Tüm bu kayıpların sebebi, topu çizgiden geçiremeyen futbolcular. "Kalp krizi geçiriyor sandım" diye inceden dalga geçilen ise başkanlar.
Başkanların ve yöneticilerin de günahı büyük. Kulübün paralarını, babalarının paraları gibi har vurup harman savurdukları için suçlular.
Hesapsızca davrandıkları için suçlular...
Ama bir laf vardır ya, "Hırsızın hiç mi günahı yok" diye. Jo'nun, Güiza'nın, Tabata'nın ve verim alınamayan bi dünya adamın hiç mi suçu yok?
Yabancı düşmanlığı yaptığım sanılmasın. Türk futbolunu bir yerlere getiren kadrolara bakın, kilit isimler hep yabancıdır.
Ama kontenjan arttıkça kalitenin düşmeye başladığını da göz ardı etmeyelim.
Yabancı ağırlıklı kadrolar genelde ilerleyemiyor. İstanbul dışına çıkan 7 şampiyonluğa bakın, hepsinde hocasından oyuncusuna Türk ağırlığını görürsünüz.
Mesela bu sezonun şampiyonu Bursaspor, tam bir "Türk Malı".
Kaleci İvankov dışında çok kritik roller üstlenen yabancısı yok gibi. Daha da önemlisi, takımın ideal 11'inin 5-6 futbolcusu altyapıdan yetişme.
İyi yetişmiş altyapı kadrolarının başarısının tesadüf olmadığını Bucaspor da kanıtladı mesela. Bank Asya 1. Lig'deki 18 takım içinde futbolcu değeri olarak 17. sırada bulunmasına rağmen Turkcell Süper Lig'e yükseldi. Çünkü müthiş bir altyapısı var. Hemen her kategoride altyapı takımları Türkiye Şampiyonu oldu ya da finallerinde oynadı.
Yani; üç büyükler ekonomik çöküşten kurtulmak istiyorlarsa hep uzağa değil, biraz da yakın çevrelerine bakmalılar. Kaliteli yabancı ile mücadeleci yerli karışımını iyi yapmalı.

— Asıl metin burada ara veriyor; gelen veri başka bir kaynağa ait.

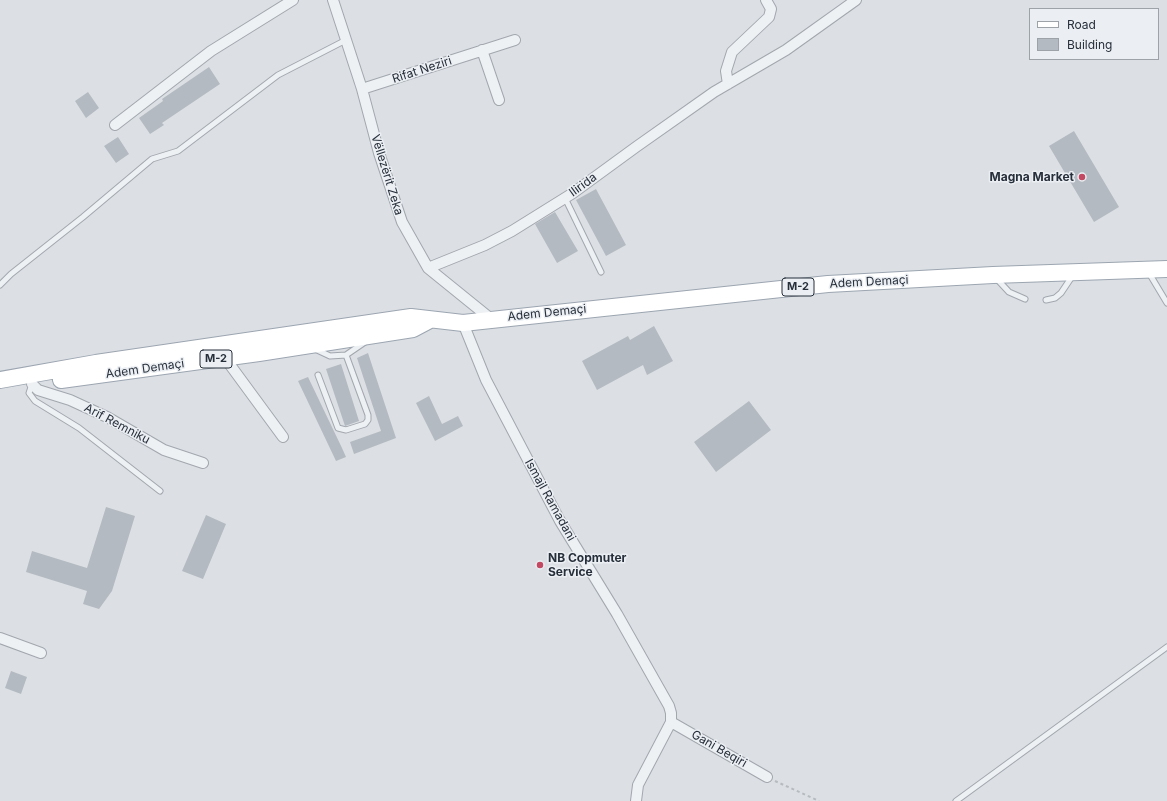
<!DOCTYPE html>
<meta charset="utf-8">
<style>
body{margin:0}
#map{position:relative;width:1167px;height:801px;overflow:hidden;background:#dce0e5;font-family:Inter,sans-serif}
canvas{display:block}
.legend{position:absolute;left:1029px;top:8px;width:130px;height:52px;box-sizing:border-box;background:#ebeff3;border:1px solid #9da2a9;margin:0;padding:5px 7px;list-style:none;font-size:12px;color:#272f3a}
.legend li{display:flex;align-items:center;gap:8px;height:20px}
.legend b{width:20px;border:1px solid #9da2a9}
</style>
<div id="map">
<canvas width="1167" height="801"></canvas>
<ul class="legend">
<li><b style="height:5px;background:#fff"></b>Road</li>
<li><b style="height:11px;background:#b4bac1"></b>Building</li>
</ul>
</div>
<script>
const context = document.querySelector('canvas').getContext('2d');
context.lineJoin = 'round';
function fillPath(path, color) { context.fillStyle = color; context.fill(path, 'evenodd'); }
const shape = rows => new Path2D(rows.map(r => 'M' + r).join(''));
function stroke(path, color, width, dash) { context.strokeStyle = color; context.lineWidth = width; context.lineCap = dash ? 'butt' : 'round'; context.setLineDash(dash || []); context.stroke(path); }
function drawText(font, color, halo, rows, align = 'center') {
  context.font = font + ' Inter,sans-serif'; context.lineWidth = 3; context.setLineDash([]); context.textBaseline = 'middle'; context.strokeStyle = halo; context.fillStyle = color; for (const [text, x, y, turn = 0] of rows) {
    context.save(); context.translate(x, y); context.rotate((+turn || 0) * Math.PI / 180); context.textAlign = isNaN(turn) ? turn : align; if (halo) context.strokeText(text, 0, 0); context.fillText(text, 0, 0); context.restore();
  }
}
fillPath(shape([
 [209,67,220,84,162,123,164,125,150,134,139,118,163,101,162,99],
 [88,92,99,108,86,118,75,101],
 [1074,131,1119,207,1094,222,1049,146],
 [118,137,129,154,116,163,104,146],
 [596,189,626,245,606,256,576,200],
 [555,212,578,251,557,263,535,224],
 [654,326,673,361,647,375,643,365,597,390,582,361,628,336,630,340],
 [368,353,396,438,354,454,350,442,381,431,357,358],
 [341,364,359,421,345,426,326,369],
 [308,377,342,448,346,457,336,461,298,381],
 [429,396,442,424,458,416,463,426,435,441,416,403],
 [749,401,771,430,716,472,694,442],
 [106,507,135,516,112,591,99,609,83,604,87,591,26,572,32,551,87,568],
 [206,515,226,524,203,579,182,571],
 [11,671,27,677,21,694,5,688]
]), '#b4bac1');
const service = shape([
 [565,198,601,272],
 [1149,273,1167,303],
 [996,278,1009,292,1025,299],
 [0,285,11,274,83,217,152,159,178,151,278,75,346,40],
 [1046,300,1055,298,1061,293,1073,275],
 [315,349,330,356,346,355,365,342],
 [318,375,338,428,346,430,365,424,368,420,368,415,346,355],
 [32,384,29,393,35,401,79,428,160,491],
 [956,801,1167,647]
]);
const minor = shape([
 [333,0,362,89,379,153,402,222,428,268,491,319],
 [482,50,499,100],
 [728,84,726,71,732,52,769,17,771,9,766,0],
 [362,89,515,40],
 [115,125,211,51,293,0],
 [428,268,485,245,512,231,573,193,636,147,714,92,786,50,856,0],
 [463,323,486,380,560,521,617,614,669,706,671,713,671,722,638,785,636,801],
 [225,358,283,437],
 [32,384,38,390,70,400,107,417,164,450,203,463],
 [0,638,41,653],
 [671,722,767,777]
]);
const primary = shape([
 [0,380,96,363,411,317,463,323,828,284,993,275,1167,269],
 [61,380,259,353,413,329,430,320]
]);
stroke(service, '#a2a7ae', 7);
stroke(minor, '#a2a7ae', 12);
stroke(primary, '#9ca5b0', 18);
stroke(shape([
 [775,781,819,801]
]), '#b6bbc0', 2, [3, 3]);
stroke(service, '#eef1f4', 5);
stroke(minor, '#eef1f4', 10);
stroke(primary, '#fff', 16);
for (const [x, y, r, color] of [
 [1082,177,4,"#c34862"],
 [540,565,4,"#c34862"]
]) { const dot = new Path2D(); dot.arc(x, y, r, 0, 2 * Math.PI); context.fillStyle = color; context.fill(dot); stroke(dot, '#ebeff3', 1.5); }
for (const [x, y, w] of [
 [798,287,32],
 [216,359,32]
]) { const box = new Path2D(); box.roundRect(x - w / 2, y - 9, w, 18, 3); context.fillStyle = '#ebeff3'; context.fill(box); stroke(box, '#272f3a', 1); }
drawText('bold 11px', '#272f3a', null, [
 ["M-2",798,287],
 ["M-2",216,359]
]);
drawText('12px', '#272f3a', '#ebeff3', [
 ["Rifat Neziri",422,70,-18],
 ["Vëllezërit Zeka",387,175,73],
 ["Ilirida",583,185,-36],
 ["Adem Demaçi",869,282,-3],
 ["Adem Demaçi",547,313,-6],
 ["Adem Demaçi",145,369,-8],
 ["Arif Remniku",117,424,28],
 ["Ismajl Ramadani",550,500,61],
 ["Gani Beqiri",719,749,30]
]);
drawText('bold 12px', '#272f3a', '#ebeff3', [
 ["Magna Market",1074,177],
 ["NB Copmuter",548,558,"left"],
 ["Service",548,572,"left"]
], 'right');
</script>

Yoksa kupanın Anadolu turu biraz uzun sürebilir...
* * *
YENİ BİR YOL AÇMAK ŞART
Rijkaard, "Geçen seneki kadar büyük bir bütçemizin olmadığının farkındayım. Nokta atış yapmalıyız. 4-5 maç oynayıp sonra bizi bırakacak futbolcu değil, istikrarlı isimler üzerinde durmalıyız" demiş...
İyi de yapılan transferlere onay veren siz değil misiniz? Diyelim onay vermediniz, yönetim getirdi; onları takımla kaynaştırması gereken, limitlerini zorlamaya teşvik etmesi gereken siz değil misiniz? Bu işlerde oynayana mı bakmalı acaba, oynatana mı?
Transferin bir başka zorlu tarafı da rekabet şansınızın çok yüksek olmaması.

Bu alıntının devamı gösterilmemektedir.